Seacat, a former Sedgwick County sheriff’s deputy, was an instructor at the Kansas Law Enforcement Training Center in Reno County when his wife’s body was found. He escaped the blaze with their two sons, then ages 2 and 4, and is also charged with two counts of aggravated endangerment of a child.
Authorities previously testified in Seacat’s November 2011 preliminary hearing that a trail of gasoline was found in the second story of the Seacats’ Kingman home leading to the bedroom where Vashti Seacat’s body was found. A melted gas can was found by her feet, and a .44-caliber gun was found under her body. A journal found in her car contained a suicide note that a forensic analysis indicated was simulated.

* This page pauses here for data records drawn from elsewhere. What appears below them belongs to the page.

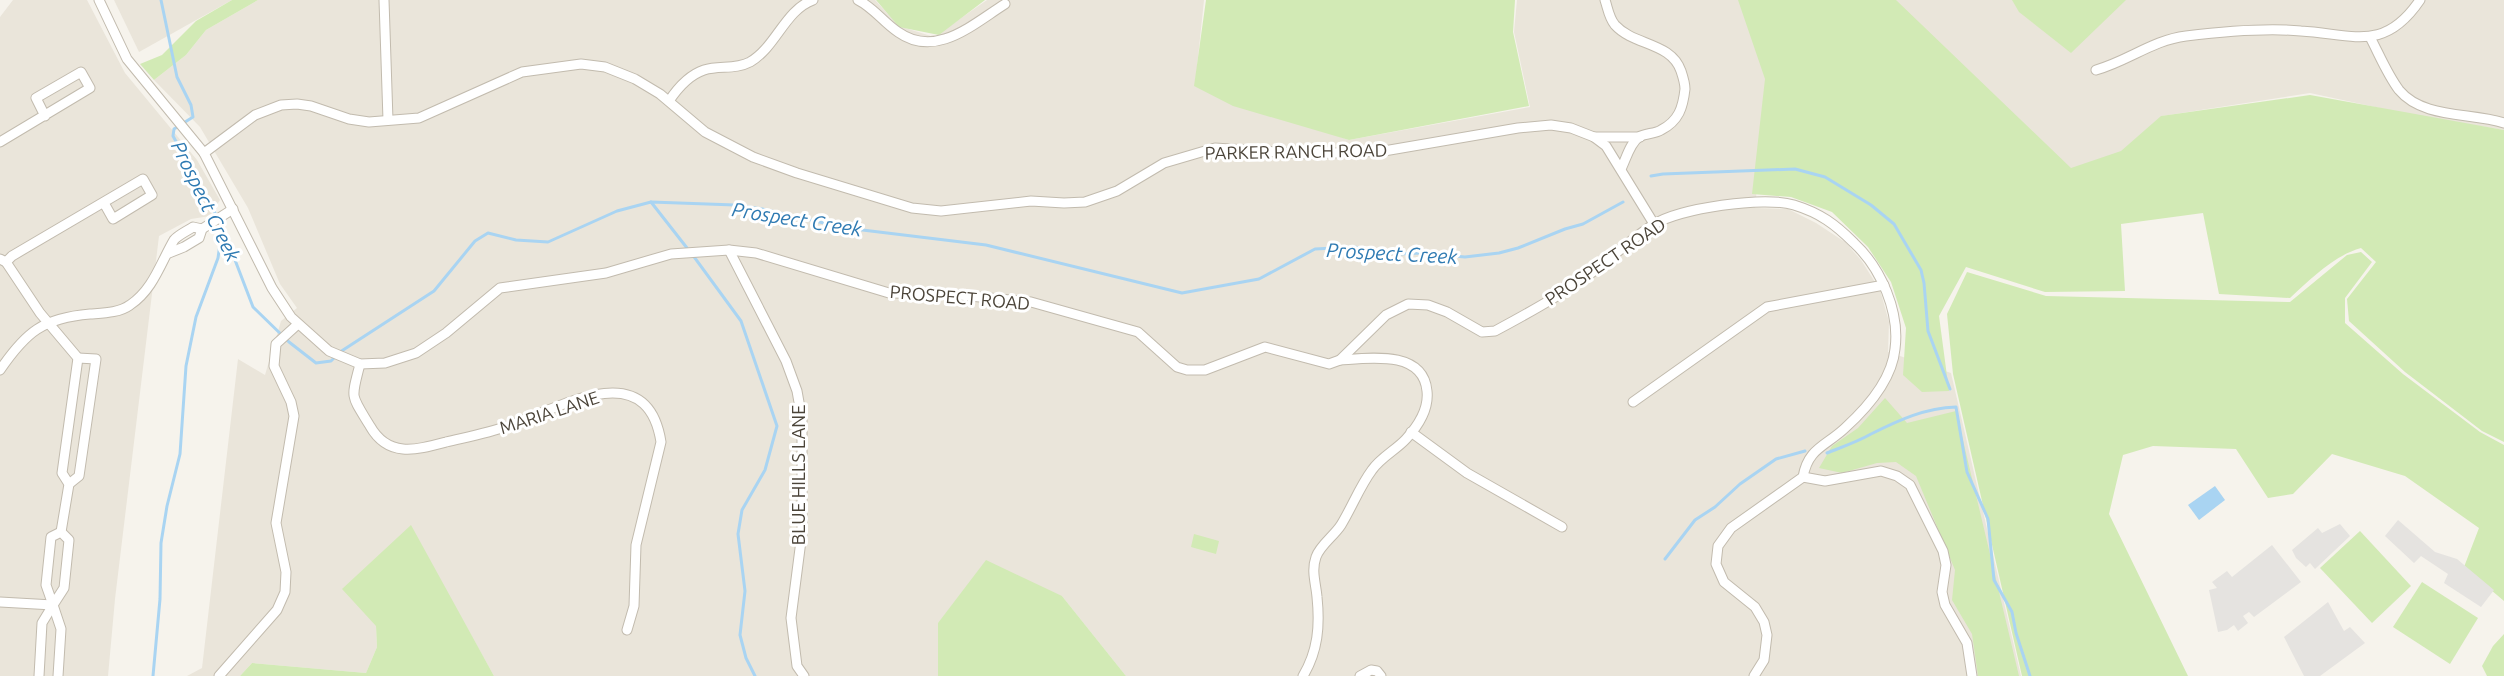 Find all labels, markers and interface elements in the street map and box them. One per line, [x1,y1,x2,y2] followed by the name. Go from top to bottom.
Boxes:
[167,137,245,266] water label: Prospect Creek
[1204,139,1388,163] street label: PARKER RANCH ROAD
[730,197,864,241] water label: Prospect Creek
[1541,213,1669,309] street label: PROSPECT ROAD
[1326,238,1459,268] water label: Prospect Creek
[889,281,1031,313] street label: PROSPECT ROAD
[497,387,601,437] street label: MARIA LANE
[788,405,808,545] street label: BLUE HILLS LANE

Last month, Assistant Kansas Attorney General Amy Hanley said the path of the bullet was a “slightly front-to-back, downward angle,” supporting the state’s theory that Brett Seacat “shot that gun, standing over her.” Hanley also suggested Vashti Seacat was asleep at the time.
Seacat’s attorneys counter Vashti’s death was a suicide. Burns to her body prevented a coroner from making a definitive determination on whether it was a homicide or suicide.
Seacat’s attorneys say he will testify that his wife previously attempted suicide and previously set fires, while prosecutors contend there is no evidence of those claims except for his testimony.